### WHAT IS REQUIRED
Repeat the data exactly as it stands.

════

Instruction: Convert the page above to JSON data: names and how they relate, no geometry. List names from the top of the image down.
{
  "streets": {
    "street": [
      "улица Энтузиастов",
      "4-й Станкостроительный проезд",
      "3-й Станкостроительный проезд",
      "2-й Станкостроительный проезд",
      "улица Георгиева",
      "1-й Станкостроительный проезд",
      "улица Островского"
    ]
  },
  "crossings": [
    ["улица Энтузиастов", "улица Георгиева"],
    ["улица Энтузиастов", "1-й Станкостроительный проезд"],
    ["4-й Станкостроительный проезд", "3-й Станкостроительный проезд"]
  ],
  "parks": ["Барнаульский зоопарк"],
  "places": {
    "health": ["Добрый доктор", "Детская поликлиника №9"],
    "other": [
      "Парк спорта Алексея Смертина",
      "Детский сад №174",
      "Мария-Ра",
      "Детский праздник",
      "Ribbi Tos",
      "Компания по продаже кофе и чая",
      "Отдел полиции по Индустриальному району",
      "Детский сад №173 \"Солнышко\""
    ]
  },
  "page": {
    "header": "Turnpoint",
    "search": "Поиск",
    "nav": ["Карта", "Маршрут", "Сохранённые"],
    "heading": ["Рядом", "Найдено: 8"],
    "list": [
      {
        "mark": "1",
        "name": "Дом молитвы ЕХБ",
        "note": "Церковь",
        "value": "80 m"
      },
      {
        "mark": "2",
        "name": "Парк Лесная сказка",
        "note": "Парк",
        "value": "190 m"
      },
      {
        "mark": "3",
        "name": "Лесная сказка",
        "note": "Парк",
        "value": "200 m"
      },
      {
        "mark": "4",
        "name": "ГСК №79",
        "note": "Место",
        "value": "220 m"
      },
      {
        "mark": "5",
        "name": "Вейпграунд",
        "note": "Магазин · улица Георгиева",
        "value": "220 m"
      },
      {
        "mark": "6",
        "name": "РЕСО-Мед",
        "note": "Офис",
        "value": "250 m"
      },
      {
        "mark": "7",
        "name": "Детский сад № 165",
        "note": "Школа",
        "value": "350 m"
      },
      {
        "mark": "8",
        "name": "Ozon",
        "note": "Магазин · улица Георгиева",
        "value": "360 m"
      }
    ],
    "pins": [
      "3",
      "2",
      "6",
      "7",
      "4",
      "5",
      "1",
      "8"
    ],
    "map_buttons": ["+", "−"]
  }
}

════

### TASK RESULT
Instruction: Convert the page above to JSON data: names and how they relate, no geometry. List names from the top of the image down.
{
  "streets": {
    "street": [
      "улица Энтузиастов",
      "4-й Станкостроительный проезд",
      "3-й Станкостроительный проезд",
      "2-й Станкостроительный проезд",
      "улица Георгиева",
      "1-й Станкостроительный проезд",
      "улица Островского"
    ]
  },
  "crossings": [
    ["улица Энтузиастов", "улица Георгиева"],
    ["улица Энтузиастов", "1-й Станкостроительный проезд"],
    ["4-й Станкостроительный проезд", "3-й Станкостроительный проезд"]
  ],
  "parks": ["Барнаульский зоопарк"],
  "places": {
    "health": ["Добрый доктор", "Детская поликлиника №9"],
    "other": [
      "Парк спорта Алексея Смертина",
      "Детский сад №174",
      "Мария-Ра",
      "Детский праздник",
      "Ribbi Tos",
      "Компания по продаже кофе и чая",
      "Отдел полиции по Индустриальному району",
      "Детский сад №173 \"Солнышко\""
    ]
  },
  "page": {
    "header": "Turnpoint",
    "search": "Поиск",
    "nav": ["Карта", "Маршрут", "Сохранённые"],
    "heading": ["Рядом", "Найдено: 8"],
    "list": [
      {
        "mark": "1",
        "name": "Дом молитвы ЕХБ",
        "note": "Церковь",
        "value": "80 m"
      },
      {
        "mark": "2",
        "name": "Парк Лесная сказка",
        "note": "Парк",
        "value": "190 m"
      },
      {
        "mark": "3",
        "name": "Лесная сказка",
        "note": "Парк",
        "value": "200 m"
      },
      {
        "mark": "4",
        "name": "ГСК №79",
        "note": "Место",
        "value": "220 m"
      },
      {
        "mark": "5",
        "name": "Вейпграунд",
        "note": "Магазин · улица Георгиева",
        "value": "220 m"
      },
      {
        "mark": "6",
        "name": "РЕСО-Мед",
        "note": "Офис",
        "value": "250 m"
      },
      {
        "mark": "7",
        "name": "Детский сад № 165",
        "note": "Школа",
        "value": "350 m"
      },
      {
        "mark": "8",
        "name": "Ozon",
        "note": "Магазин · улица Георгиева",
        "value": "360 m"
      }
    ],
    "pins": [
      "3",
      "2",
      "6",
      "7",
      "4",
      "5",
      "1",
      "8"
    ],
    "map_buttons": ["+", "−"]
  }
}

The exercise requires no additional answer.